Schneier on Security

It'd be comforting to think that his activity tripped an alarm and attentive system administrators detected the unusual behavior, wouldn't it? However, since this is a government database such an outcome is unlikely.

No doubt he acted on the information he uncovered somehow - tipping off the ex-girlfriend. She may have been previously aware of the surveillance possibilities of his job (as mid-level insiders with his access often like to brag about it.) She figured it out based on his subsequent behavior, lawyered up, and they looked into allegation. Yay, the system works!

huh???

He got CAUGHT ?
You call after AT LEAST __ 163 __ violations "getting caught" ??

I think 'blabbing to his boss that he was tracking his ex-girlfriend using the 'puter' has been misconstrued as "getting caught".

Alternatively, what kind of system, process or procedure only catches people after ""AT LEAST"" 163 SUCCESSFUL abuses !!??

The (other) question which comes to my mind is: how much information did the TECS system deliver? What does it do, and how does it get its data?

One would infer that, if it can deliver tracking information on a random individual (albeit one associated with an insider), it can do so for any member of the population.

And what practices made it possible for the repeated abuse? Were the 'searches' for this woman's information logged to this employee's name, and found in a routine audit?

With the whole 'paperwork is such an inconvenience' meme that was sold to gut FISA, I'm afraid we're going to see even more of this kind of thing.

Here is a complete list of the possible ways to prevent dishonest government employees from abusing their access to private information about individuals:

1. Don't store private information about individuals in government databases.

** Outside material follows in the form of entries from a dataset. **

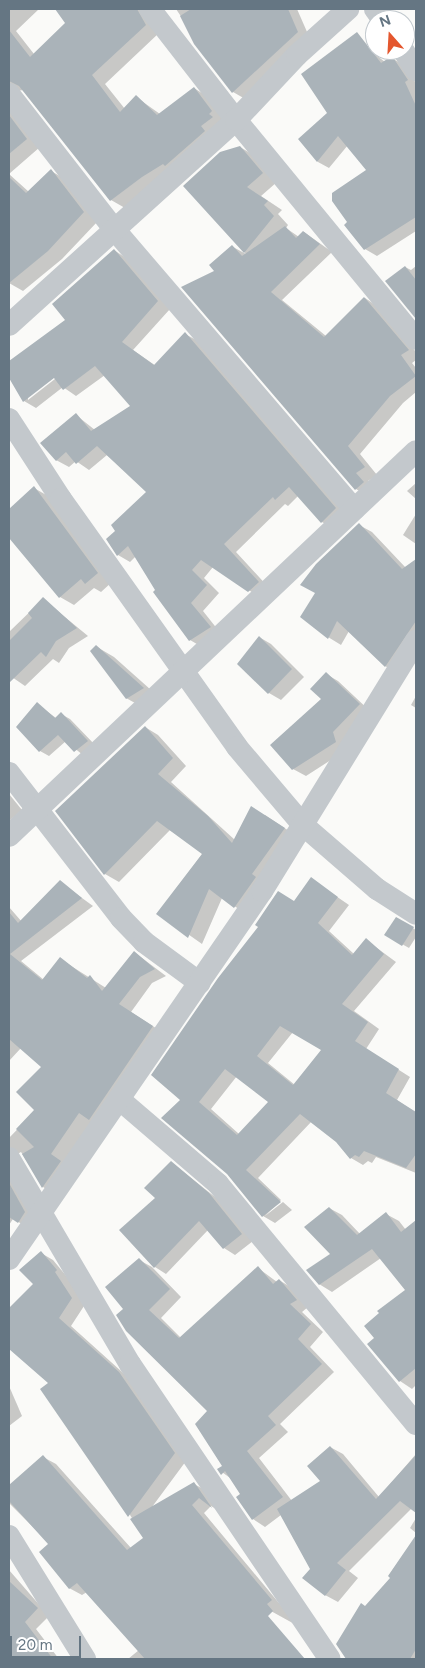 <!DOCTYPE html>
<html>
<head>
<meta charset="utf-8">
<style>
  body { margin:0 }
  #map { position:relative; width:425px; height:1668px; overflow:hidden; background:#fafaf8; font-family:Figtree,sans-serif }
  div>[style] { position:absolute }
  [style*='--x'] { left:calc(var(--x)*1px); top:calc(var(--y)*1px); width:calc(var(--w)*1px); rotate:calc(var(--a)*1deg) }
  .shadow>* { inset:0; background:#0003 }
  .building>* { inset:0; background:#aab3b9 }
  .minor>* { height:22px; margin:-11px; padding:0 11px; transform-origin:11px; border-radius:11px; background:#c3c8cc }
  span { translate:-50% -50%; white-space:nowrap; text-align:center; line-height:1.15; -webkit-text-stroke:5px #fff; paint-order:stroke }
  .frame { position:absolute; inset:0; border:10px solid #657683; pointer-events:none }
  .north { position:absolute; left:365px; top:10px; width:50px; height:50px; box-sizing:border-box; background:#fff; border:1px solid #c1c8cd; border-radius:50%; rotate:341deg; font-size:14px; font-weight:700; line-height:20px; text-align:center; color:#657683 }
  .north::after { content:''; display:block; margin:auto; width:18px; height:22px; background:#e4572e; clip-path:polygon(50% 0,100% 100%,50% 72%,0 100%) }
  .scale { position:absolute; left:10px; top:1636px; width:71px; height:22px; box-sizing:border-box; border:2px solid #657683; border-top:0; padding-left:6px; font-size:15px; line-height:18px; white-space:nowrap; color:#657683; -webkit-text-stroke:4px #fff; paint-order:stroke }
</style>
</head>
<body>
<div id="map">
  <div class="shadow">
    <div style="clip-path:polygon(9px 9px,39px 9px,16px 31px,34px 54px,67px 23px,57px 9px,152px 9px,159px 33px,105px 84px,125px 109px,136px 97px,160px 114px,194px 88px,208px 97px,225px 119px,125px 208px,111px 200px,24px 90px,16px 91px,40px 147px,9px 174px)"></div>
    <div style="clip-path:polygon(176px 9px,297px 9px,311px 41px,247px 100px,233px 92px,195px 43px,194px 36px)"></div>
    <div style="clip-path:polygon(367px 48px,385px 62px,392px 58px,403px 65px,416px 83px,416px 231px,377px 256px,365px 249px,349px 222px,367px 170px,348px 145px,329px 168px,318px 162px,300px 139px,329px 113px)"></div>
    <div style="clip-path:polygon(240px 147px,255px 156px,277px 182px,261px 196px,282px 210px,278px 214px,288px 225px,286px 228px,299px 237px,304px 232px,332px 252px,282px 300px,326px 336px,365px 298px,377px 306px,416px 352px,416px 360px,412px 363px,416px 368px,416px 392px,403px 403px,360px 454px,377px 475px,368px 481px,376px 490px,369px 497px,356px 489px,183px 287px,216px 272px,233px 247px,246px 254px,185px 186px)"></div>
    <div style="clip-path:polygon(51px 171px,65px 179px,98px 221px,62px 259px,23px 291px,9px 283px,9px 174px,29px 192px)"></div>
    <div style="clip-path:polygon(evenodd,114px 250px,126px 258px,170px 309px,133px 350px,156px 366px,185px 334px,198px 341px,348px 516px,334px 529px,322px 522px,298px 496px,288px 506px,285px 504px,236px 552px,270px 589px,261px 598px,213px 567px,204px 578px,219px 593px,203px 611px,222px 635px,202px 647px,190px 640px,136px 556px,130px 562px,118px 555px,117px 531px,148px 492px,107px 455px,89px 470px,76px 461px,69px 467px,56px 460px,76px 415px,95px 430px,131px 406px,105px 375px,76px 396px,63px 387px,36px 408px,24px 401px,9px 376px,9px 363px,66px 320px,114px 250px,58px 373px,60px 375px,28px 400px,28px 397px,58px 373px)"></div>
    <div style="clip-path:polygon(416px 266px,416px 317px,387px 281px,405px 267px,411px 270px)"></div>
    <div style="clip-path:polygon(416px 483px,416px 499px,407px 491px)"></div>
    <div style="clip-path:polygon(34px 488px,48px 496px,112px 582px,101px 592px,94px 588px,74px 605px,60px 597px,9px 536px,9px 510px)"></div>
    <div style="clip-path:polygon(416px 514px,416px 544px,403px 535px)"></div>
    <div style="clip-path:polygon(359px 525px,372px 532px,406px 568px,411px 564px,416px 567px,416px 644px,398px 673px,385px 666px,349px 631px,341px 645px,328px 637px)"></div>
    <div style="clip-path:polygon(43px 599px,88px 636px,69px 648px,59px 663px,53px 659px,25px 686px,9px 675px,9px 632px)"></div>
    <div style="clip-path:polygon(259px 637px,271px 644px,304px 677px,281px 700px,269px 693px,238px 664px)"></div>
    <div style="clip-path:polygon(97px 647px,114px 657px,160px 698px,144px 708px,126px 698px)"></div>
    <div style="clip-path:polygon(326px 674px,338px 681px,371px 712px,348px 749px,306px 776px,293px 769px,323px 699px)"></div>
    <div style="clip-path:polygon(416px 696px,416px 708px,411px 705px)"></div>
    <div style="clip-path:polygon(37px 704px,56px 718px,61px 714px,70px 719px,96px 746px,84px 756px,66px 741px,49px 756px,40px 751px,17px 727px)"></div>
    <div style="clip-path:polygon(145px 727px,158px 735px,186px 766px,171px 782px,235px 840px,265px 815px,298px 837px,248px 915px,222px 898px,202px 944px,158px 913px,203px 853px,170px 830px,119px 882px,105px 874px,57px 811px)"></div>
    <div style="clip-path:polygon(9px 794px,22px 810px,9px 821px)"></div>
    <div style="clip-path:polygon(evenodd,311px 879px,349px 905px,329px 931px,354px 954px,366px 940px,396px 962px,354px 1011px,379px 1029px,366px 1049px,410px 1077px,397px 1100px,416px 1113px,416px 1173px,376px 1157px,372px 1163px,368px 1161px,363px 1165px,351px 1158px,336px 1141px,312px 1121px,258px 1178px,281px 1200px,265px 1216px,283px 1202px,292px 1210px,275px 1223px,263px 1216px,227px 1173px,182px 1099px,311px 879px,293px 1032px,323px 1050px,295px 1085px,268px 1063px,293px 1032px,311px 879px,237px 1076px,270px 1102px,239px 1134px,211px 1109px,237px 1076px)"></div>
    <div style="clip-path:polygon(60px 882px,93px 906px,21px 961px,44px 980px,60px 959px,106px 988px,134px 952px,166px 976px,152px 983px,131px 1012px,165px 1034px,55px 1194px,43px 1187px,21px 1152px,10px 1158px,37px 1220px,31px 1229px,13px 1219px,9px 1225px,9px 1138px,36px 1110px,43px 1067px,21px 1048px,9px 1061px,9px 907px,22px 922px)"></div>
    <div style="clip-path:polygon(396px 918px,416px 930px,416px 937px,409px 948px,386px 935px)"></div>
    <div style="clip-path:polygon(171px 1162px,220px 1201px,253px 1241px,235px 1255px,224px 1248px,208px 1230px,166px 1274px,155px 1267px,121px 1230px,157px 1198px)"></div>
    <div style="clip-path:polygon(329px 1208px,342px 1215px,360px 1234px,386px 1214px,399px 1221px,406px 1230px,416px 1222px,416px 1385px,412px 1389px,400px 1381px,376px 1338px,407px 1290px,381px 1258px,332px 1292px,319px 1284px,332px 1254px)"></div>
    <div style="clip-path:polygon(41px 1253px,53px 1260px,68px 1278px,84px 1306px,71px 1326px,131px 1380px,186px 1461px,152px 1507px,194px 1484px,207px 1491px,221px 1512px,211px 1506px,204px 1513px,298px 1626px,260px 1605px,257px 1610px,304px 1659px,128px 1659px,139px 1650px,87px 1592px,82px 1595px,69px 1588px,50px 1544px,9px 1503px,9px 1487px,43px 1457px,56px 1464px,131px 1548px,144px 1538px,50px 1383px,9px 1347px,9px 1334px,13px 1332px,9px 1327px,9px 1310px,35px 1284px)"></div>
    <div style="clip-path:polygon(139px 1260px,152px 1267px,181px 1297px,161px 1318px,181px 1338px,258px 1268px,277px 1282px,279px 1280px,292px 1288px,308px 1307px,302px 1312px,323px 1332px,310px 1347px,334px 1372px,280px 1424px,288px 1432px,259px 1458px,292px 1501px,322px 1481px,330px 1447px,343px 1454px,379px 1497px,416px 1454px,416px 1511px,412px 1508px,349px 1571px,358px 1578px,338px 1602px,325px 1595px,281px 1515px,265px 1527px,253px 1519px,233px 1480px,219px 1470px,224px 1467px,209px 1411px,125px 1309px)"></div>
    <div style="clip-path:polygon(9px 1386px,22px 1416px,9px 1426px)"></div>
    <div style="clip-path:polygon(416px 1518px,416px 1533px,410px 1528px)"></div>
    <div style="clip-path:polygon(416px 1537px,416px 1659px,348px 1659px,337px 1644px,392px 1577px,389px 1575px)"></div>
    <div style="clip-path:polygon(9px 1570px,49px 1616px,36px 1629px,59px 1659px,9px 1659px)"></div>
  </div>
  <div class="building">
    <div style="clip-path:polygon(55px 9px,137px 9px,146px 25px,92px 75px,120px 112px,136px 95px,157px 115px,194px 87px,212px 111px,209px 114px,213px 117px,201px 126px,205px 131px,165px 166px,163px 164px,142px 177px,110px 201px,19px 86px,9px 81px,9px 30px,30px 57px,65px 23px)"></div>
    <div style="clip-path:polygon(191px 9px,288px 9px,298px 32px,232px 93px,194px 44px,180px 16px)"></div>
    <div style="clip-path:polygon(357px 32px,381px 63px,392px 56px,408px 80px,405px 82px,416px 106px,416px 217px,364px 250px,344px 225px,347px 222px,332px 201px,332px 193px,366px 170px,338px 136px,317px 162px,298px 139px,327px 113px,301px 74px)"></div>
    <div style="clip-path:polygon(9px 115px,27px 139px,9px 154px)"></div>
    <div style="clip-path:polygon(240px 146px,263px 173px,247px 187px,268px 201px,264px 205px,274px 216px,244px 253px,183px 186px,220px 152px)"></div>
    <div style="clip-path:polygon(51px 169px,84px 212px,48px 251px,9px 283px,9px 177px,26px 193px)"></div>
    <div style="clip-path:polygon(285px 226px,296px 238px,303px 231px,320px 244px,271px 292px,324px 337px,364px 297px,409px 350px,401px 355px,416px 376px,390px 396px,348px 446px,365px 467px,356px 473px,364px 482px,355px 490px,181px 287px,214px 271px,209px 265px,232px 245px,242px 256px)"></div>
    <div style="clip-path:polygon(114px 249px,158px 301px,122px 342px,154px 365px,185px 332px,336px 508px,321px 523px,289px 487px,275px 500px,273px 497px,224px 544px,259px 582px,248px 592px,201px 560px,192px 570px,207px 585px,191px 603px,211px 627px,189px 641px,153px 592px,155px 590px,128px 546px,117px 556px,106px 539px,115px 531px,111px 525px,146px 492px,97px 446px,76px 464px,66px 452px,56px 461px,40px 443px,76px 413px,91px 431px,130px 406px,95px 366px,63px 390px,54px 378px,23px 402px,9px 378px,9px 361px,65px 320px,52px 304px)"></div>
    <div style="clip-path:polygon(405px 266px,416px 280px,416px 319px,385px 281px)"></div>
    <div style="clip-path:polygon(34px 486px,98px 573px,85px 584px,81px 579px,59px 598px,9px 538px,9px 509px)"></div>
    <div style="clip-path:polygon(359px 523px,402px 569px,416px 559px,416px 621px,385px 667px,337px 621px,328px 639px,300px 617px,315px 593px,300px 585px,316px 564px)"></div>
    <div style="clip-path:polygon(43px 597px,77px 628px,56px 641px,46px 657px,41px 652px,9px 683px,9px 641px,32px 618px,28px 613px)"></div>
    <div style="clip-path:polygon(259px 636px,292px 669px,268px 694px,237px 664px)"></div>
    <div style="clip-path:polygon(96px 645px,144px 688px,126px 699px,90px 651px)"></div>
    <div style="clip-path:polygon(326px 672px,360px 704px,333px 732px,336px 742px,292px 770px,270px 745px,321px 699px,310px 689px)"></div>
    <div style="clip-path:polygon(37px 702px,55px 718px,61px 712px,88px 741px,74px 752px,58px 735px,39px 752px,16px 727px)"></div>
    <div style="clip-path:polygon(145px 726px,173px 758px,158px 774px,208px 816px,232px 843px,251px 806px,285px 828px,252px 874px,256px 877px,234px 908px,209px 889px,188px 938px,156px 914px,202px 854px,157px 821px,104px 875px,55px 811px)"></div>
    <div style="clip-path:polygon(evenodd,311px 877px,338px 897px,318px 923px,352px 955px,366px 938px,384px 954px,342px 1004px,368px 1022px,355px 1041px,399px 1069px,386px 1093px,416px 1112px,416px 1154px,406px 1168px,364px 1151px,359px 1157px,355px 1155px,350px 1159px,336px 1142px,300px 1114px,246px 1170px,281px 1202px,262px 1217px,227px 1174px,161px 1118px,180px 1100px,151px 1075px,218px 978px,258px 927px,255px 925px,278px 891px,294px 901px,311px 877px,280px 1026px,321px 1050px,293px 1085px,257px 1056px,280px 1026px,311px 877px,225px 1069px,268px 1102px,237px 1135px,199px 1102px,225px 1069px)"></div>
    <div style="clip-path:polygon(60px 880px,82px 898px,10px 954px,42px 980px,60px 957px,87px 978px,90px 975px,102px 991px,134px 951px,155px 969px,140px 977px,119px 1004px,153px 1026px,89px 1120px,79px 1113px,51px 1154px,61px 1161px,42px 1188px,22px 1154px,34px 1147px,16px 1129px,34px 1110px,16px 1092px,41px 1067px,9px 1039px,9px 912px,18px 923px)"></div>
    <div style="clip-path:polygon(396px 917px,414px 927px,402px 946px,384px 935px)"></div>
    <div style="clip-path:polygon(171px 1161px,209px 1193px,242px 1234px,223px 1249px,199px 1221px,154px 1268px,119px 1230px,155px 1198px,144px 1188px)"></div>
    <div style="clip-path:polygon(9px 1183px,25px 1212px,18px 1223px,9px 1217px)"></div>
    <div style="clip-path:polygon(329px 1207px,357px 1235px,386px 1212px,401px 1232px,416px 1220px,416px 1368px,399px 1382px,367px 1344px,374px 1338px,364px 1326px,379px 1313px,377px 1311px,405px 1290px,372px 1249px,319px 1285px,306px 1270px,330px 1254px,304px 1227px)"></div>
    <div style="clip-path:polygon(41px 1251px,57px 1270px,55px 1272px,72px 1298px,59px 1318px,119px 1372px,175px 1453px,128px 1517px,40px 1389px,48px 1383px,9px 1349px,9px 1308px,33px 1284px,19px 1270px)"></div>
    <div style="clip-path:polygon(139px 1258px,170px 1289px,149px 1310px,179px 1338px,258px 1266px,273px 1284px,279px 1279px,297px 1300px,290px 1304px,311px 1324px,298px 1339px,322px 1364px,268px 1416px,276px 1425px,247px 1451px,283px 1497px,252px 1520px,236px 1497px,240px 1494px,225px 1471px,221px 1475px,217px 1469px,222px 1466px,195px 1424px,207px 1411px,126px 1331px,116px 1315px,123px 1309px,105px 1287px)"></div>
    <div style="clip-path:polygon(330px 1446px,376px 1499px,416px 1455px,416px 1513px,400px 1501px,337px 1563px,346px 1570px,325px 1596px,302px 1578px,310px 1569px,277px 1509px,320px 1481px,307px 1466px)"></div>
    <div style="clip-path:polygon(43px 1455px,127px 1550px,143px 1538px,130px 1519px,194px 1482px,212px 1508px,199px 1498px,192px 1505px,272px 1600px,267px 1604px,273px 1611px,268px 1616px,305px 1659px,145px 1659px,77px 1583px,69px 1589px,39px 1552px,48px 1544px,9px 1501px,9px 1485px)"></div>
    <div style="clip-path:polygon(416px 1535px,416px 1649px,410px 1659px,346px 1659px,336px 1644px,361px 1603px,365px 1606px,390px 1578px,388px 1576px)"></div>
    <div style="clip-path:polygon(9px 1581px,38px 1608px,25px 1622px,53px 1659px,9px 1659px)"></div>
  </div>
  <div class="minor">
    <div style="--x:150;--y:9;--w:140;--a:52.2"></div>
    <div style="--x:236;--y:120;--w:283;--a:50.6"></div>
    <div style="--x:375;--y:9;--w:14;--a:54"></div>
    <div style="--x:403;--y:50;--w:24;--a:57"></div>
    <div style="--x:9;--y:94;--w:171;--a:52.1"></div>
    <div style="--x:114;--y:229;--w:369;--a:49.4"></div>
    <div style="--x:9;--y:325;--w:306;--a:-42.1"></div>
    <div style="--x:236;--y:120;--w:89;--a:-46.8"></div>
    <div style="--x:297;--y:55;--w:69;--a:-42"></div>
    <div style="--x:9;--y:419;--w:95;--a:57"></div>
    <div style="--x:61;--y:499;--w:304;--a:54.6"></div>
    <div style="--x:237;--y:747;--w:102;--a:49.8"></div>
    <div style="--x:303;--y:825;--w:98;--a:40.9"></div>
    <div style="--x:377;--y:889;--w:46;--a:32.7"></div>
    <div style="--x:9;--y:773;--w:183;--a:52.3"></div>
    <div style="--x:121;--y:918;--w:33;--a:46"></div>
    <div style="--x:144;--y:942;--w:69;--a:36.2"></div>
    <div style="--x:9;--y:836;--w:560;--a:-43.41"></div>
    <div style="--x:119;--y:1099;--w:130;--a:40.6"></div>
    <div style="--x:218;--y:1184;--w:311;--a:50.5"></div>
    <div style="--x:9;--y:1158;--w:239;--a:59.6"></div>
    <div style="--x:130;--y:1364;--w:356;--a:55.9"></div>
    <div style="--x:9;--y:1259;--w:447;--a:-55.5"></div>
    <div style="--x:262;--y:891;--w:294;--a:-58.4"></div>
    <div style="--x:9;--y:1536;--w:145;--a:58.3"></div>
  </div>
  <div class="frame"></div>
  <div class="north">N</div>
  <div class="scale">20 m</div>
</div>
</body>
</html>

Do we really think that his ex-girlfriend is the only person this guy abued his power against? Or that he's the only one engaging in this kind of behavior?

Even the guidelines cited in the original news article -- "in the performance of their official duties" rather than "in conjunction with a specific investigation" or "after written judicial authorization" -- are way too loose to give any confidence that this system is anything other than a mechanism for random snooping.

@ paul:

He's definitely not the only one. One of my (federally connected) exes has been harassing me since 1993. I have no way to get proof, so it continues. No one is watching the watchers anymore.

It's simple. If I were a manager or auditor, I'd like to know why someone was so interesting to generate 163 search requests. I'd assume they are a "person of interest" and want to be aware of them also. The guy was stupid thinking this activity wouldn't get caught.

What Trichinosis said... abuse of these sort of databases, particularly by LE personnel, is quite common, because even if there are logs (which there usually aren't), no one is looking at them. I'm personally aware of several cases of abuse, as well as of threatened abuse, of such systems.

No doubt the people who are getting caught are the borderline nut jobs who make easily traceable threats, shoot their mouths off, etc.

Abuse of access to privileged data is not a new problem.

Perhaps these agencies should look at the solutions deployed by Hospitals and related IT groups in response to HIPAA, where all access to patient data is logged and reported.

I know of multiple incidents where medical staff have been summarily terminated for viewing patient medical records that they had no business accessing. Why can't LE do the same?

"I know of multiple incidents where medical staff have been summarily terminated for viewing patient medical records that they had no business accessing. Why can't LE do the same?"

Because maybe they are Civil Service employees?

The basic problem is one of "who watches the watchers". Which is a problem which exists so long as you have anything other than a "web" of oversight. About the only practical way of doing this is to enable everyone to watch everyone.

"Because maybe they are Civil Service employees?"

That shouldn't be a barrier. I have participated in such terminations.

http://www.mercurynews.com/crime/ci_6946687

A) He probably wouldn't have been charged if he hadn't tried to sue them for race discrimination.

http://lawfuel.com/show-release.asp?ID=15185 (this is probably the original press release that is the source forother stories).

B) He did it for almost a whole year before being detected.